4082 : January 8, 2012
Medicaid ER Visit Limit: A New Approach
Background: During its 2011 session, the Washington State Legislature enacted a budget proviso limiting Medicaid payment to three "non-emergency" visits to emergency departments each year per patient. The Washington Chapter of the American College of Emergency Physicians, the Washington State Medical Association, the Washington State Hospital Association, and Seattle Children’s sued the Washington State Health Care Authority (HCA) over this plan. The hospitals and physicians won the first hearing and the October 1, 2011 implementation date was lifted. HCA put its plans on hold in order to begin a rulemaking process as instructed by the court.
New Proposal: The HCA is in the process of rolling out a significant change to the way it pays for emergency care for Medicaid patients in order to reach their budget goals. HCA plans to stop paying for all Medicaid hospital emergency room visits when it deems those visits “not medically necessary”. This reduction in payment will occur regardless of an alternative setting being available. The specific criteria HCA will be using for “medically necessary” is not clear at this time. HCA will continue to pay for all visits to the emergency room that it deems medical emergencies. This standard means that in order for the condition to be considered an “emergency,” the ER must be the medically necessary setting for the delivery of care.
If the HCA decides the care should have been rendered in a primary care provider’s office – whether or not the patient actually has access to a primary care provider’s office – HCA will not pay for the emergency room visit. Hospitals and physicians will not be reimbursed even if the primary care provider is not available or advises the patient to go to the emergency room. HCA says it plans to deny payment for “non-emergent” visits for all Medicaid beneficiaries – this would include people with disabilities, newborns, foster children, pregnant women, and other vulnerable patients.
Now Considered Emergencies: One of WSHA’s main concerns with the prior approach was the list of conditions considered “non-emergent.” While there is no static list of codes with this approach, a number of serious conditions included on the previous list – chest pain, for example – have been deleted as HCA agrees they should be covered as emergency services.
Approval of the New Plan: The Health Care Authority believes this approach does not require approval. Typical approval paths would be a State Plan Amendment from the Centers for Medicaid & Medicare Services, a change to state statute, or a state rule-making process. HCA states it has the authority to pay for only medically necessary care, including emergency room visits, so does not need to utilize these processes.

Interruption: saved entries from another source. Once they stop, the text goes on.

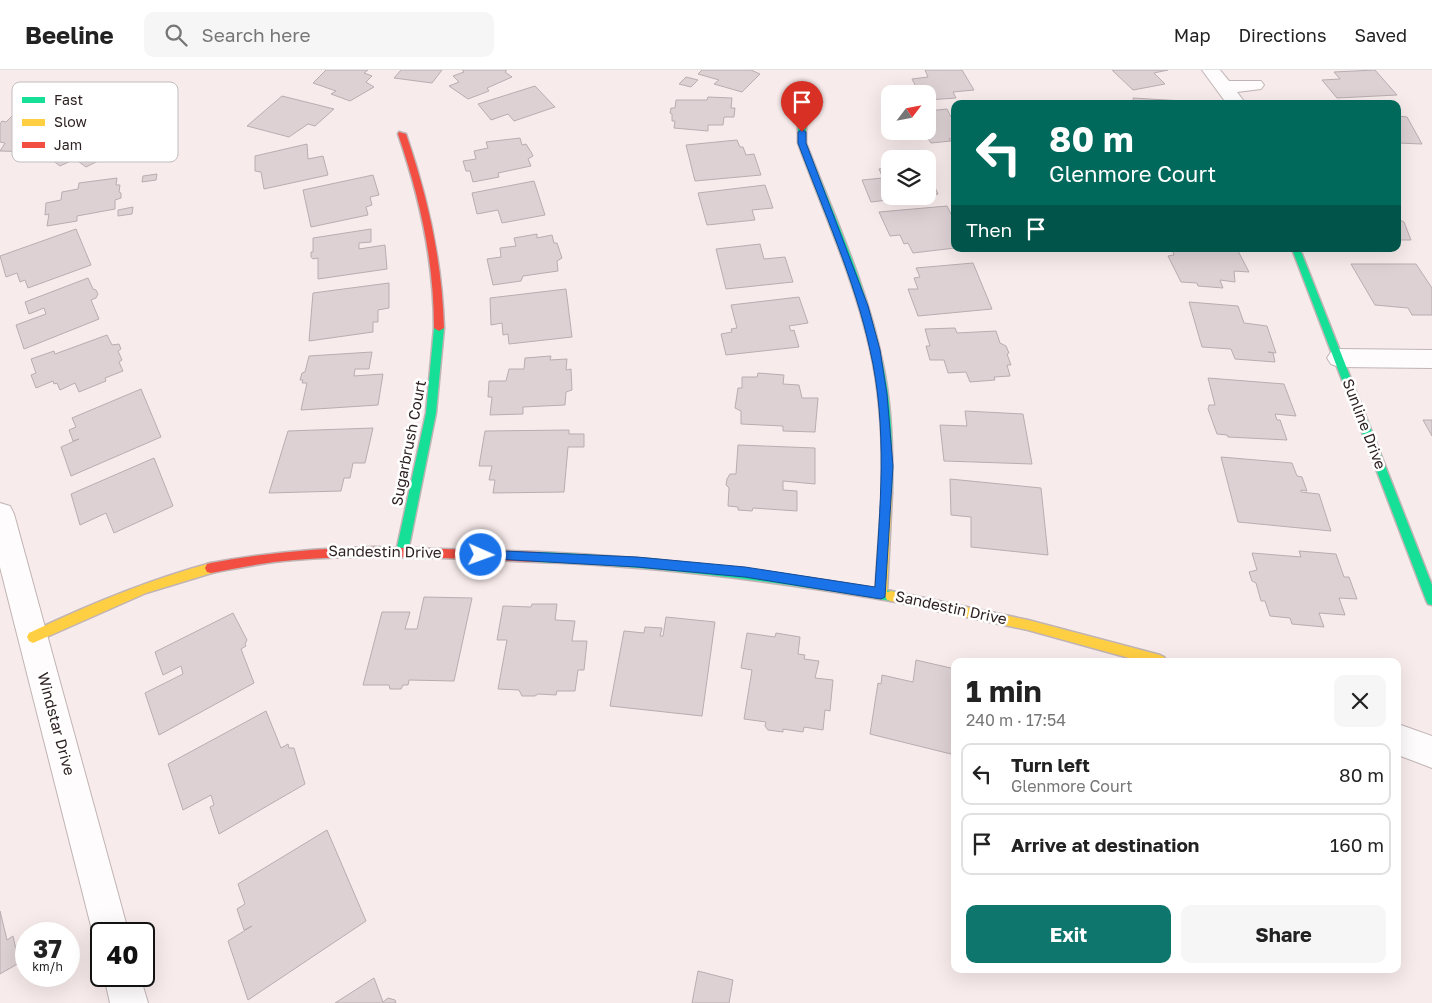 <!DOCTYPE html>
<meta charset="utf-8">
<style>
body{margin:0;font-family:"Golos Text",sans-serif;background:#f6f6f6;color:#222;height:100vh;display:flex;flex-direction:column;font-size:19px;white-space:nowrap}
*{box-sizing:border-box;margin:0}
p{font-size:16px;color:#767676}
.icon{flex:none;width:28px;height:28px;fill:none;stroke:currentColor;stroke-width:2;stroke-linecap:round;stroke-linejoin:round}
.map{position:relative;flex:1;overflow:hidden}
.details{position:absolute;left:951px;top:588px;width:450px;height:315px;display:flex;flex-direction:column;background:#fff;border-radius:10px;box-shadow:0 5px 20px #0002}
.details>*{flex:none}
.top-card{position:absolute;left:951px;top:30px;width:450px;height:152px;border-radius:10px;box-shadow:0 5px 20px #0002;background:#00695c;color:#fff;overflow:hidden}
.needle{width:32px;rotate:58deg}
.controls{position:absolute;left:881px;top:15px;display:grid;gap:10px}
.controls a{display:grid;place-items:center;width:55px;height:55px;border-radius:10px;background:#fff;box-shadow:0 5px 20px #0002;font-size:25px}
.speed{position:absolute;left:15px;top:852px;display:flex;gap:10px;font-size:25px;font-weight:700;text-align:center}
.speed>*{display:grid;place-content:center;width:65px;height:65px;border-radius:50%;background:#fff;box-shadow:0 5px 20px #0002;line-height:1}
.speed small{font-size:12px;font-weight:400}
.speed .limit{border:2px solid #111;border-radius:8px;background:#fff;color:#111}
.pin{position:absolute;display:grid;place-items:center;width:42px;height:42px;color:#fff;margin:-51px -21px;border-radius:50% 50% 50% 0;rotate:-45deg;box-shadow:0 0 5px #0007}
.pin .icon{rotate:45deg}
.me{position:absolute;width:55px;margin:-28px;rotate:92deg;stroke-linejoin:round;filter:drop-shadow(0 0 4px #0008)}
.turn{display:flex;align-items:center;gap:18px;height:105px;padding:0 15px;font-size:22px}
.turn .icon{width:65px;height:65px;stroke-width:2.5}
.turn b{display:block;font-size:35px;line-height:42px}
.then{display:flex;align-items:center;height:48px;padding:0 15px;background:#0003;gap:10px;font-size:19px}
.round{display:grid;place-items:center;flex:none;width:52px;height:52px;border-radius:10px;background:#f6f6f6}
.head{display:flex;align-items:center;justify-content:space-between;height:85px;padding:0 15px}
h1{font-size:30px;font-weight:700;line-height:38px}
.action{display:flex;gap:10px;margin-top:auto;padding:10px 15px}
.action a{flex:1;height:58px;border-radius:10px;background:#0f766e;color:#fff;font-size:20px;font-weight:700;line-height:58px;text-align:center}
.action a+a{background:#f6f6f6;color:#222}
ul{padding:0;list-style:none}
li{display:flex;align-items:center;gap:15px;height:62px;margin:0 10px 8px;padding:0 5px;border:2px solid #e0e0e0;border-radius:10px}
li div{flex:1}
li b{display:block;font-size:19px}
li em{font-style:normal}
header{display:flex;align-items:center;gap:30px;box-sizing:border-box;height:70px;padding:0 25px;background:#fff;border-bottom:1px solid #e0e0e0}
header strong{font-size:24px}
nav{display:flex;gap:28px;margin-inline-start:auto;font-size:18px}
.search{width:350px;height:45px;background:#f6f6f6;display:flex;align-items:center;gap:12px;box-sizing:border-box;padding:0 18px;border-radius:10px;color:#767676;font-size:19px}
.map>svg:first-child{display:block}
.building{fill:#ddd1d4;stroke:#b9adb1}
.lines{fill:none;stroke-linecap:round;stroke-linejoin:round}
.street-casing{stroke:#c1b4b5;stroke-width:2}
.fast-casing{stroke:#c1b4b5;stroke-width:3}
.slow-casing{stroke:#c1b4b5;stroke-width:3}
.jam-casing{stroke:#c1b4b5;stroke-width:3}
.street{fill:#fefcfc;fill-rule:evenodd}
.fast{fill:#16e098;fill-rule:evenodd}
.slow{fill:#ffcf43;fill-rule:evenodd}
.jam{fill:#f24e42;fill-rule:evenodd}
.route{fill:#1a73e8;stroke:#114b97}
.labels{text-anchor:middle;stroke-width:5;stroke-linejoin:round;paint-order:stroke}
.street-label{font-size:15px;fill:#2f2222;stroke:#fff}
.key{fill:#fff;stroke:#c1bdbd;stroke-width:1}
.key-label{font-size:14px;fill:#2f2222}
</style>
<header>
<strong>Beeline</strong>
<div class="search"><svg class="icon" aria-label="search" viewBox="0 0 24 24"><circle cx="10" cy="10" r="6"/><path d="M15 15l6 6"/></svg>Search here</div>
<nav><a>Map</a><a>Directions</a><a>Saved</a></nav>
</header>
<div class="map">
<svg width="1432" height="933" viewBox="0 0 1432 933">
<rect width="100%" height="100%" fill="#f8ebeb"/>
<!-- building -->
<path class="building" d="M326,0H368L364,3L372,6L366,12L374,17L350,31L331,24L336,21L313,13Z
M401,0H442L432,13L394,8Z
M462,0H507L505,2L512,7L487,18L489,21L468,29L449,16L459,12L453,6L464,2Z
M702,0H751L760,4L742,22L714,14L719,10L698,4Z
M925,0H962L974,20L953,22L956,28L928,30V24H920L912,9L928,7Z
M1112,0H1168L1154,3L1165,14L1133,20Z
M1375,0L1397,25L1337,28L1322,10L1340,9L1334,2Z
M686,7L698,10L691,17L679,14Z
M535,16L555,37L514,51L508,44L491,50L478,34Z
M282,26L334,39L315,56L308,54L289,67L247,56Z
M708,27L732,28L731,38H735L734,47H724L723,55H708V61L674,58L675,51H672V44L670,43L671,38H675L676,30H707Z
M1133,28L1183,31L1184,34H1134Z
M947,39L951,47H955V68L949,69L951,71L931,73L927,67L916,68L911,63L910,61H928V41Z
M47,43L46,46L58,47L55,51H57L41,66H47L32,82L0,81L5,73L0,72V54L2,51L6,52L14,44Z
M1398,46L1407,47L1422,74L1398,73Z
M97,58L124,78L86,97L75,89L60,96L44,84Z
M520,68L522,75L526,74L531,82L533,86L528,89L531,96L498,103L499,107L473,112L470,101H466L463,91L476,89L474,81L488,78L486,72Z
M737,70L740,77H743L746,85L754,84L761,105L695,111L686,75Z
M307,74L308,89L323,86L328,105L264,119L261,102L255,101V86Z
M890,97V126H921L871,132L862,110L883,108L879,99Z
M928,102L938,124L928,126Z
M157,104L156,110L142,112L143,106Z
M373,105L379,125L370,127L372,135L366,137L368,145L311,157L303,120Z
M117,108L116,115H120L119,122L121,123V128L115,130V139L77,146V151L47,156L49,144L45,145L46,133L61,130L62,122L78,119L79,113Z
M534,111L545,145L502,153L498,140L477,144L472,123Z
M765,115L773,138L752,140L755,150L707,155L698,123Z
M947,136L955,152V178L913,183L908,173L904,174L900,165L890,166L879,142Z
M133,137L132,144L118,146V140Z
M1398,149L1404,152L1411,170H1398Z
M76,159L91,195L28,218L25,210L20,212L17,203L6,207L0,186Z
M371,159V172L359,173V179L385,175L387,199L318,209V188L313,189L311,187V182H313V168Z
M537,164V168L552,165L554,173H557L562,188L557,191L558,201L523,206L521,211L493,215L487,189L501,187L500,178L516,176L514,168Z
M760,174L764,189L785,187L793,212L726,219L716,179Z
M1172,179H1237L1249,202L1234,201L1235,212L1220,210L1223,218L1198,216L1197,213L1181,212L1168,186L1174,185Z
M973,193L992,239L918,246L908,219H918L914,208L920,207L916,198Z
M1351,194H1416L1432,218V245H1412L1408,238L1375,235Z
M88,208L93,219L96,220L98,224L96,228L91,230L99,249L24,279L16,255L46,244L44,238L29,244L25,232Z
M389,213V238L378,240V252H373V262L309,271L313,223Z
M566,219L572,267L509,274L508,264L503,265L502,253L491,255L490,228Z
M799,227L808,253L789,256L791,261L794,260L799,277L726,285L721,264L732,262L731,259L737,258L731,235Z
M1189,232L1238,236L1244,253L1267,256L1276,283L1268,282L1273,283L1275,292L1235,289L1231,279L1202,277Z
M955,258L957,263L996,261L1000,273L1006,276L1009,283L1007,284L1011,295H1007L1010,306L994,307L995,310L970,312L966,302L948,303L944,290H930L926,276H930L925,259Z
M107,265L112,275L119,274L121,279L118,281L122,290L119,292L123,301L105,308L106,311L79,322L75,313L60,320L57,313L54,314L53,311L36,318L31,305L36,303L31,289L54,281L55,284Z
M372,282L369,299H355L354,306L383,304L378,335L301,340L307,313H302L303,310H300L302,303L305,302L309,286Z
M551,286L550,290L567,289L566,300L571,299L572,320L566,322L565,335L523,337V344L490,345L492,327H488L489,311H506L509,299H524L525,288Z
M758,303L784,305L783,314L799,315L802,328H818L815,362L783,361V356L741,354V341L735,338L738,318H742V307H757Z
M1208,308L1284,314L1296,346L1275,344L1277,350H1280L1287,370L1228,367L1227,365L1217,364L1208,339L1209,335H1215Z
M141,319L161,367L71,406L61,377L79,369L73,371L69,360L76,357L72,348Z
M965,341L1023,344L1032,394L944,391L940,355L967,356Z
M1423,350H1432V366Z
M373,358L365,393H353L350,408H344L341,421L269,423L288,361Z
M569,360V364H584V377H568L564,422L493,423L495,410H489L492,396H479L485,361Z
M738,375L815,378V414L783,411V420L797,421V441L753,438L752,441L738,440V437L728,436L729,418L726,415L727,409L730,404H736Z
M1221,387L1292,393L1297,406L1302,407L1307,421L1301,420V422L1319,424L1331,461L1238,452Z
M154,388L173,436L114,463L106,443L80,455L71,424Z
M950,409L1041,418L1048,485L971,477V447L951,445Z
M1299,481L1336,484L1344,507H1349L1357,529L1339,528L1345,545L1319,543L1324,557L1292,554L1290,548L1270,546L1265,531H1261L1256,513L1252,511L1249,502L1257,500L1252,483L1301,487Z
M424,527L472,528L454,611L409,610L408,615H403L401,619H390L389,615H363L382,542H410L405,559H417Z
M532,534H557L555,550L575,551L572,571H587L584,600H578L575,621H557L556,625L538,624L535,626H522L519,620L498,619L507,570H497L503,536L531,537Z
M233,543L247,570L245,574L246,576L241,579L254,613L159,665L145,623L183,604L181,596L163,605L155,582Z
M666,547L715,552L702,646L610,636L624,561L644,563L645,557L662,558L660,566H663Z
M747,563L775,567L776,563L800,567L798,584L805,585L804,589L819,591L815,608L833,610L830,641L825,640L823,660L804,657L803,662L783,659V662L768,660L765,656L766,652L744,649L752,600L741,598Z
M916,590L955,599V685L870,664L878,613L881,614L882,605L913,612Z
M266,641L281,678L288,674L289,678H294L305,714L219,764L210,737L214,735L211,725L183,740L168,694Z
M327,760L366,851L248,930L228,871L252,856L244,860L237,839L245,834L238,814Z
M0,841L7,870L13,866L19,893L0,904Z
M698,901L733,910L729,933H692Z
M374,908L383,932L388,928L395,930L396,933H335Z"/>
<g class="lines">
<!-- street casing -->
<g class="street-casing">
<path id="street" d="M1202,0H1220L1229,11H1261L1264,15L1261,19L1237,22L1246,34H1227Z
M1339,279L1432,280V298L1339,297L1331,294L1327,288L1331,282Z
M0,433L10,436L14,444L129,864H101V878L98,877L93,864L0,497Z
M1398,654L1432,666V698L1398,685Z
M104,906H140L148,933H110Z"/>
</g>
<!-- fast casing -->
<g class="fast-casing">
<path id="fast" d="M815,30L822,32L806,51V73C834,146 868,218 883,295C892,337 893,380 892,423L891,426H883L882,423C883,375 881,326 870,279C854,208 823,141 798,73V51Z
M1292,179H1300L1432,515V535L1428,534L1426,530Z
M439,255L444,258L436,343L408,482L406,485L402,487L398,485L396,482L426,343L434,258Z
M539,482C657,487 774,501 891,521L895,522L897,526L895,530L891,531C774,511 658,496 539,492L535,490L533,487L535,484Z"/>
</g>
<!-- slow casing -->
<g class="slow-casing">
<path id="slow" d="M887,419L891,420L892,423L887,522L891,521L1028,550L1160,585L1164,587L1166,591H1140L1028,560L891,531L887,530L885,526L881,528L877,527L875,523L882,423L883,420Z
M211,493L215,494L217,498L215,502L146,523L33,573L29,571L27,567L29,563C88,535 148,510 211,493Z"/>
</g>
<!-- jam casing -->
<g class="jam-casing">
<path id="jam" d="M399,62L406,64C428,128 442,190 444,258L439,261L434,258C434,191 420,128 398,64Z
M374,477L539,482L543,484L545,487L543,490L539,492C457,489 376,483 294,490C266,492 239,498 211,503L207,502L205,498L207,494L211,493C265,483 319,478 374,477Z"/>
</g>
<!-- street -->
<use href="#street" class="street"/>
<!-- fast -->
<use href="#fast" class="fast"/>
<!-- slow -->
<use href="#slow" class="slow"/>
<!-- jam -->
<use href="#jam" class="jam"/>
</g>
<!-- route -->
<path class="route" d="M802,59L806,62V73L868,236L880,280L887,324L893,396L885,527L881,529L745,507L637,497L477,488L475,485L481,480L637,487L745,497L875,517C880,438 888,358 870,280C855,210 823,140 798,73V62Z"/>
<g class="labels">
<!-- street labels -->
<g class="street-label">
<text transform="translate(1364 354) rotate(69)" y="5">Sunline Drive</text>
<text transform="translate(409 373) rotate(-79)" y="5">Sugarbrush Court</text>
<text transform="translate(385 482) rotate(1)" y="5">Sandestin Drive</text>
<text transform="translate(951 538) rotate(12)" y="5">Sandestin Drive</text>
<text transform="translate(56 654) rotate(75)" y="5">Windstar Drive</text>
</g>
</g>
<!-- legend -->
<rect x="12" y="12" width="166" height="80" rx="8" class="key"/>
<rect x="22" y="27" width="23" height="6" fill="#16e098"/>
<rect x="22" y="49" width="23" height="7" fill="#ffcf43"/>
<rect x="22" y="72" width="23" height="6" fill="#f24e42"/>
<g class="key-label">
<text x="54" y="35">Fast</text>
<text x="54" y="57">Slow</text>
<text x="54" y="80">Jam</text>
</g>
</svg>
<div class="controls">
<a><svg class="needle" viewBox="-14 -14 28 28"><path d="M0-13l5 13h-10z" fill="#e53935"/><path d="M0 13l5-13h-10z" fill="#767676"/></svg></a>
<a><svg class="icon" aria-label="layers" viewBox="0 0 24 24"><path d="M12 4l9 5-9 5-9-5zM3 14l9 5 9-5"/></svg></a>
</div>
<div class="speed"><div>37<small>km/h</small></div><div class="limit">40</div></div>
<div class="pin" style="left:802px;top:62px;background:#d93025"><svg class="icon" aria-label="arrive" viewBox="0 0 24 24"><path d="M6 21V4h12l-3 4 3 4H6"/></svg></div>
<svg class="me" style="left:481px;top:485px" viewBox="-20 -20 40 40"><circle r="17" fill="#1a73e8" stroke="#fff" stroke-width="3"/><path d="M0-11L8 9 0 5-8 9z" fill="#fff"/></svg>
<div class="top-card">
<div class="turn"><svg class="icon" aria-label="left" viewBox="0 0 24 24"><path d="M17 20v-9H6M10 6l-5 5 5 5"/></svg><div><b>80 m</b>Glenmore Court</div></div>
<div class="then">Then<svg class="icon" aria-label="arrive" viewBox="0 0 24 24"><path d="M6 21V4h12l-3 4 3 4H6"/></svg></div>
</div>
<section class="details">
<div class="head"><div><h1>1 min</h1><p>240 m · 17:54</p></div><a class="round"><svg class="icon" aria-label="close" viewBox="0 0 24 24"><path d="M6 6l12 12M18 6L6 18"/></svg></a></div>
<ul>
<li><svg class="icon" aria-label="left" viewBox="0 0 24 24"><path d="M17 20v-9H6M10 6l-5 5 5 5"/></svg><div><b>Turn left</b><p>Glenmore Court</p></div><em>80 m</em></li>
<li><svg class="icon" aria-label="arrive" viewBox="0 0 24 24"><path d="M6 21V4h12l-3 4 3 4H6"/></svg><div><b>Arrive at destination</b></div><em>160 m</em></li>
</ul>
<div class="action"><a>Exit</a><a>Share</a></div>
</section>
</div>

Timing and Funding: HCA is planning for an effective date of April 1, 2012. It projects a total savings (state and federal funds) of $51 million for the current biennium (through June 2013). This is less than the original projected savings of $72 million, which is a positive development.
Next Steps: WSHA has significant concerns about this new approach. WSHA does not believe the emergency room is the place to provide primary care but there needs to be access to care in the community. Currently, primary care capacity is inadequate to serve the state's Medicaid beneficiaries in an office or clinic setting. WSHA is working to identify grant opportunities to create community partnerships to address emergency room overuse.
We worked with the Health Care Authority to devise a list of questions and answers (click here to download) about the new benefit limit. We and our physician partners will continue to meet with Health Care Authority representatives over the coming days, and will fully analyze the proposal and determine appropriate next steps.